*** LISTED RECORDS ***

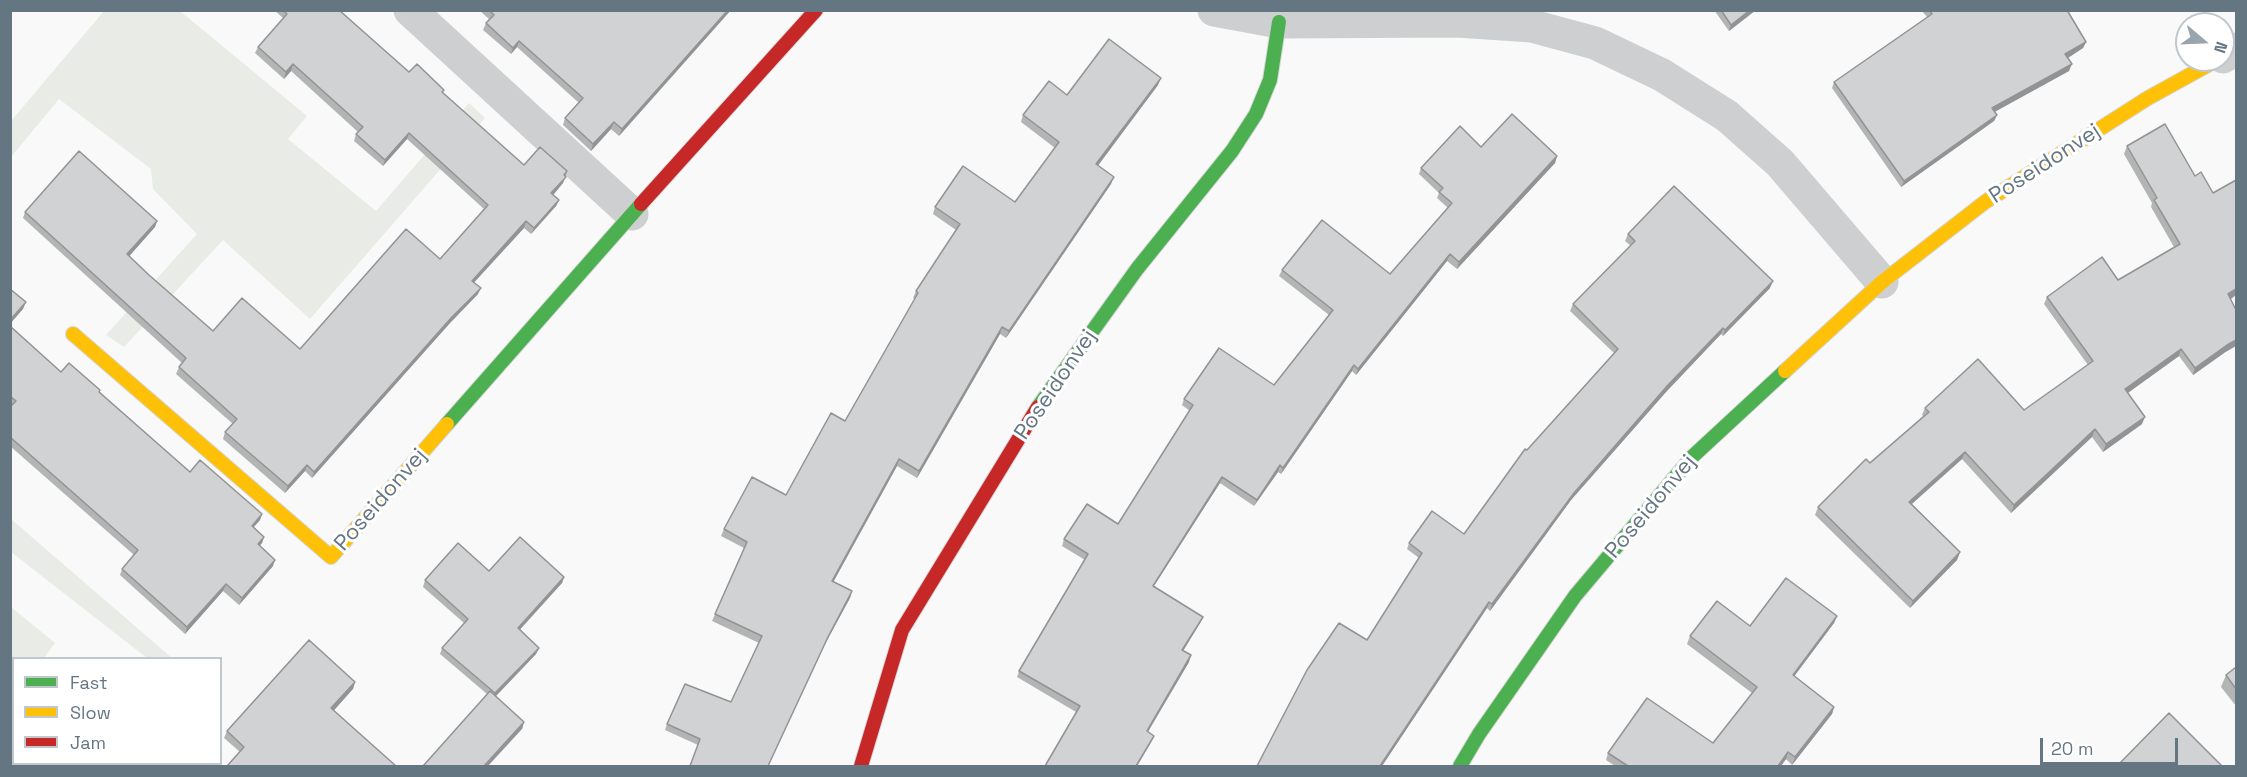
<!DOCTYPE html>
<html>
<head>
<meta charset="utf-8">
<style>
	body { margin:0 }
	#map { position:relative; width:2247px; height:777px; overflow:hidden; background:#f9f9f9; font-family:"Space Grotesk",sans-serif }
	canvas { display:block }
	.frame { position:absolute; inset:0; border:12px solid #657683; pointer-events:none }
	.legend { position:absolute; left:12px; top:657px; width:210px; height:108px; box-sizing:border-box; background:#fff; border:2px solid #c1c8cd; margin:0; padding:8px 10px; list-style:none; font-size:18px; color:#657683 }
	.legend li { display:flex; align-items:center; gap:12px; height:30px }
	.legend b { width:30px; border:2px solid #c1c8cd }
	.north { position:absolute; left:2175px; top:12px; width:60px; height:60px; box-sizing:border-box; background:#fff; border:2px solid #c1c8cd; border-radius:50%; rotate:109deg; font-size:16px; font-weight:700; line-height:24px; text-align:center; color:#657683 }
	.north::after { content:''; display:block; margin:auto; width:21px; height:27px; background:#99a4ac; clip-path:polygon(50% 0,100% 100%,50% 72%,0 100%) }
	.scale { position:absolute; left:2040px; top:738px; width:138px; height:27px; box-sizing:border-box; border:3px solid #657683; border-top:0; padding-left:8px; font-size:18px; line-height:21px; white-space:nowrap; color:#657683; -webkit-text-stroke:4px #fff; paint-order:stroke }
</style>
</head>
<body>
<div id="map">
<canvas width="2247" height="777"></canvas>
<div class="frame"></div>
<ul class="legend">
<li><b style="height:8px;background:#4caf50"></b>Fast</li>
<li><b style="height:8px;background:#ffc107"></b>Slow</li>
<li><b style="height:8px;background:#c62828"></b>Jam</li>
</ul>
<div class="north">N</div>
<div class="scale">20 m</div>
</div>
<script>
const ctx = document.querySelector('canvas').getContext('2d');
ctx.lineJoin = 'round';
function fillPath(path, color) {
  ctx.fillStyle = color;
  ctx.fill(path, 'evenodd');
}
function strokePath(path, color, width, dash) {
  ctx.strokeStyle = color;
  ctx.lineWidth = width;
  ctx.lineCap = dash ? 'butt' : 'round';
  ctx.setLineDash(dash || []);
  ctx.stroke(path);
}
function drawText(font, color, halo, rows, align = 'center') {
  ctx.font = font + ' "Space Grotesk",sans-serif';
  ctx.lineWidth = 6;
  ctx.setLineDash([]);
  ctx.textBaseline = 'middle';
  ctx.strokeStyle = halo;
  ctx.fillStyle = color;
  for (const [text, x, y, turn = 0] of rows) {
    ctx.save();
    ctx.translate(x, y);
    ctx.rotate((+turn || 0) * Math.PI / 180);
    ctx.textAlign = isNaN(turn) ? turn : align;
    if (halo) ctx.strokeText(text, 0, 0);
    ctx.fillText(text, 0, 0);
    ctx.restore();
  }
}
const green = new Path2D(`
	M104,11H180L307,116L288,139L376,211L469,103L485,118L310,319L223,240L124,347L106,335L197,234L153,189L151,169L59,99L11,157V121Z
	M10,519H11L172,658H147L11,552Z
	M11,607L55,643L44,658H14L13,702L11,706Z
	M16,764H194L198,766H13Z`);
const street = new Path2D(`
	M410,10L632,214
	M1214,10L1279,22L1457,21L1532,26L1595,43L1662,75L1727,116L1780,163L1882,282
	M2223,57L2236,49`);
const fast = new Path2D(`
	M1038,407L1137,269L1232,151L1256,114L1270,80L1279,22
	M447,424L641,204
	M1460,766L1479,734L1575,596L1692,457L1785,371`);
const slow = new Path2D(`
	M73,334L331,557L447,424
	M1785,371L1882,282L1985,202L2148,98L2217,60`);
const jam = new Path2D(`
	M641,204L816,10
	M861,766L902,630L1038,407`);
const wall = new Path2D(`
	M274,10H341L340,11L409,72L444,90L443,93L524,165L567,171L563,183L553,195L559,200L556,206L531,234L524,228L474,282L478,294L450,323L312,478L305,471L285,493L223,439L225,432L233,424L176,374L179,367L182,363L23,218L25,212L157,221L155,227L129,256L149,275L213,331L300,349L440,259L484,209L407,139L383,166L354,141L356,134L358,132L291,71L284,79L255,53L258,47L283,18Z
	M479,10H731L619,136L611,129L591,151L563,125L565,118L579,103L517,47L511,54L483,30L486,23L489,19Z
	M1714,10H1756L1729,31Z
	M1921,10H2067L2086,42L2083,48L2068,58L2069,71L1994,112L1997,115L1994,121L1901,187L1832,88L1834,82L1927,17Z
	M1158,85L1098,165L1111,184L1006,338L1000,334L917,478L897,466L833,582L852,591L850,598L825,644L698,745L665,730L667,724L731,702L759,643L712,621L744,548L721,536L724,529L786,495L845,421L915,299L913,298L916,291L956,230L933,214L935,207L1015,202L1055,148L1021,122L1023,115L1067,95Z
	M2127,146L2195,176L2213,193L2236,180V295L2231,299L2224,353L2193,375L2179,356L2128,393L2142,424L2103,452L2092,437L2011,513L1962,459L1912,504L1960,552L1957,560L1910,608L1815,515L1818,507L1923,416L1922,415L1925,408L2024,410L2088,365L2044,304L2047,297L2118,280L2174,247L2151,207L2152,203L2124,154Z
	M1481,147L1557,156L1555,163L1457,269L1447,261L1356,375L1352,371L1281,474L1278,472L1254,506L1220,483L1154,586L1203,617L1200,623L1183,651L1189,662L1148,732L1151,742L1137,766H1045L1076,712L1017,677L1019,671L1085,560L1062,546L1064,539L1118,524L1190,411L1182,405L1184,399L1274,385L1329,315L1279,276L1282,270L1390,274L1448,208L1437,198L1439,193L1419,174L1421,168Z
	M1628,234L1770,288L1723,336L1721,334L1666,392L1571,500L1490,611L1487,608L1382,766H1257L1367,640L1419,558L1407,549L1409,543L1464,534L1527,450L1614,353L1570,311L1573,304L1631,246L1625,241Z
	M10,327L61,372L100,390V392L190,472L262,514L260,520L254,527L264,537L262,543L260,546L273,566L239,605L223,591L185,634L120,575L122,569L134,555L10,446V407L12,406L10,405Z
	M489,571L564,577L562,583L520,629L539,648L536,654L496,696L524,722L522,729L487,694L440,654L442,648L464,623L423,587L425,580Z
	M1837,616L1834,623L1794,676L1834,707L1832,714L1792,765L1786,759L1781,766H1615L1606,760L1608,753L1713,743L1752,693L1687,644L1690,636L1750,626Z
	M2236,667V706L2221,687L2226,675Z
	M355,682L353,689L240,752L224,738L227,731Z`);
const shadedWall = new Path2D(`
	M728,10H731L619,136L622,129Z
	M1750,10H1756L1729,31L1731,25Z
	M519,41L517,47L511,54L513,48Z
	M2086,42L2083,48L2063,61L2065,54Z
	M293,64L291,71L284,79L286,72Z
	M2072,64L2069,71L1989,115L1992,108Z
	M1161,78L1158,85L1094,171L1096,164Z
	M1997,115L1994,121L1901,187L1904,181Z
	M614,122L611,129L591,151L593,144Z
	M409,133L407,139L383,166L385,160Z
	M1557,156L1555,163L1457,269L1459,262Z
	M567,171L563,183L549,200L551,193Z
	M1114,177L1111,184L1006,338L1009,331Z
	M559,200L556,206L531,234L534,228Z
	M157,221L155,227L125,261L127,254Z
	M526,221L524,228L470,287L472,281Z
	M1450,254L1447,261L1356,375L1358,369Z
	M1773,281L1770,288L1723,336L1725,330Z
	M481,288L478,294L450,323L312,478L314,472L452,317Z
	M2236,289V295L2226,302L2228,294Z
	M26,302L23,309L10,324V320Z
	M1002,327L1000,334L917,478L919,471Z
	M1723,328L1721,334L1666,392L1571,500L1490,611L1492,604L1574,493L1668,385Z
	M2236,340V346L2224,353L2193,375L2195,368L2227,345Z
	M2181,349L2179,356L2122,397L2125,389Z
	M1354,365L1352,371L1281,474L1283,468Z
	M2145,417L2142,424L2103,452L2106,444Z
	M2095,429L2092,437L2011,513L2014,505Z
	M1965,452L1962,459L1906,509L1909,502Z
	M899,459L897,466L830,588L832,581Z
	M307,465L305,471L285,493L288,486Z
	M1280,465L1278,472L1254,506L1257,500Z
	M1222,477L1220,483L1150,592L1153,586Z
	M262,514L260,520L249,532L252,526Z
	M264,537L262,543L255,551L258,544Z
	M1960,552L1957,560L1910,608L1913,601Z
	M275,560L273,566L239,605L242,598Z
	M564,577L562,583L516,634L518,628Z
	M226,584L223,591L185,634L187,627Z
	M852,591L850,598L825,644L768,766L828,637Z
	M1489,602L1487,608L1382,766H1380Z
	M1837,616L1834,623L1790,682L1793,675Z
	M1203,617L1200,623L1180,656L1182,650Z
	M539,648L536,654L493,699L495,693Z
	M1191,655L1189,662L1144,738L1147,731Z
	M355,682L353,689L329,716L331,708Z
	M1834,707L1832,714L1792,765L1795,757Z
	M524,722L522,729L488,766H484Z
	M1154,736L1151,742L1137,766H1136Z
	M1788,752L1786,759L1781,766H1778Z`);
const building = new Path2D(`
	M283,10H339L409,72L417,64L444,90L442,92L524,165L540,147L567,171L564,175L566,177L551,193L559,200L534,228L526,221L472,281L481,288L452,317L314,472L307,465L288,486L225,432L237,419L179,367L186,358L25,212L79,151L157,221L127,254L149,275L213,331L242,298L300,349L406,229L440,259L488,205L409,133L385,160L356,134L363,127L293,64L286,72L258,47L287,14Z
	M489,10H728L622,129L614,122L593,144L565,118L583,98L519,41L513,48L486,23L494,15Z
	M1721,10H1750L1731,25Z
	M1929,10H2067L2086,42L2065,54L2072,64L1992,108L1997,115L1904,181L1834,82L1932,14Z
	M1109,39L1161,78L1096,164L1114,177L1009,331L1002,327L919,471L899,459L832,581L852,591L828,637L768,766H690L700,739L667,724L685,684L731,702L762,636L715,614L747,542L724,529L752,477L786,495L831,413L845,421L918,293L916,291L960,224L935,207L963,166L1015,202L1059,142L1023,115L1049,81L1067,95Z
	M1512,114L1557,156L1459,262L1450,254L1358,369L1354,365L1283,468L1280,465L1257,500L1222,477L1153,586L1203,617L1182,650L1191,655L1147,731L1154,736L1136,766H1045L1080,706L1019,671L1088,554L1064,539L1087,504L1118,524L1193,405L1184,399L1219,348L1274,385L1333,310L1282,270L1322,220L1390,274L1452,203L1439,192L1443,188L1421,168L1460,126L1481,147Z
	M2165,124L2195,176L2201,172L2213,193L2236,180V289L2228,294L2236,310V340L2227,345L2195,368L2181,349L2125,389L2145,417L2106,444L2095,429L2014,505L1965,452L1909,502L1960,552L1913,601L1818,507L1866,459L1870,463L1929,412L1925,408L1978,359L2024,410L2093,361L2047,297L2102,257L2118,280L2180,244L2154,200L2157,198L2127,146Z
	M1674,186L1773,281L1725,330L1723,328L1668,385L1574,493L1492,604L1489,602L1380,766H1257L1307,670L1339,623L1367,640L1422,553L1409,543L1432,511L1464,534L1525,449L1527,450L1618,349L1573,304L1635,241L1628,234Z
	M10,289L26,302L10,320Z
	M10,326L61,372L69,363L100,390L99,392L190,472L200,460L262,514L252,526L264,537L258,544L275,560L242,598L226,584L187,627L122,569L138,550L10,437V407L16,401L10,396Z
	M520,537L564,577L518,628L539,648L495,693L442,648L468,619L425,580L458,543L489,571Z
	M1786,578L1837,616L1793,675L1834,707L1795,757L1788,752L1778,766H1628L1608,753L1647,698L1713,743L1757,687L1690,636L1717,601L1750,626Z
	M309,640L355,682L331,708L396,766H227L244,747L227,731Z
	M2236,667V689L2226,675Z
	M490,691L524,722L484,766H423Z
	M2169,713L2222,766H2117Z`);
const streetNames = [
	["Poseidonvej",2045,164,-33],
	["Poseidonvej",1056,385,-56],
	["Poseidonvej",381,500,-49],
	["Poseidonvej",1651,507,-50]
];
fillPath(green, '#e8ebe6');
strokePath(fast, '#d5d6d7', 16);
strokePath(slow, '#d5d6d7', 16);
strokePath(jam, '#d5d6d7', 16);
strokePath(street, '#cecfd0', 33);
strokePath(fast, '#4caf50', 14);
strokePath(slow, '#ffc107', 14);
strokePath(jam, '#c62828', 14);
fillPath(wall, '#b3b5b5');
fillPath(shadedWall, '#929394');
fillPath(building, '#d0d2d3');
strokePath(building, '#929394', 1.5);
drawText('22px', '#657683', '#fff', streetNames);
</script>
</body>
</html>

*** End of LISTED RECORDS ***

• **PROBLEM TO SOLVE**: Find the word "halo" in the records, and report each line that has it.

• **THE ANSWER**:
function drawText(font, color, halo, rows, align = 'center') {
  ctx.strokeStyle = halo;
    if (halo) ctx.strokeText(text, 0, 0);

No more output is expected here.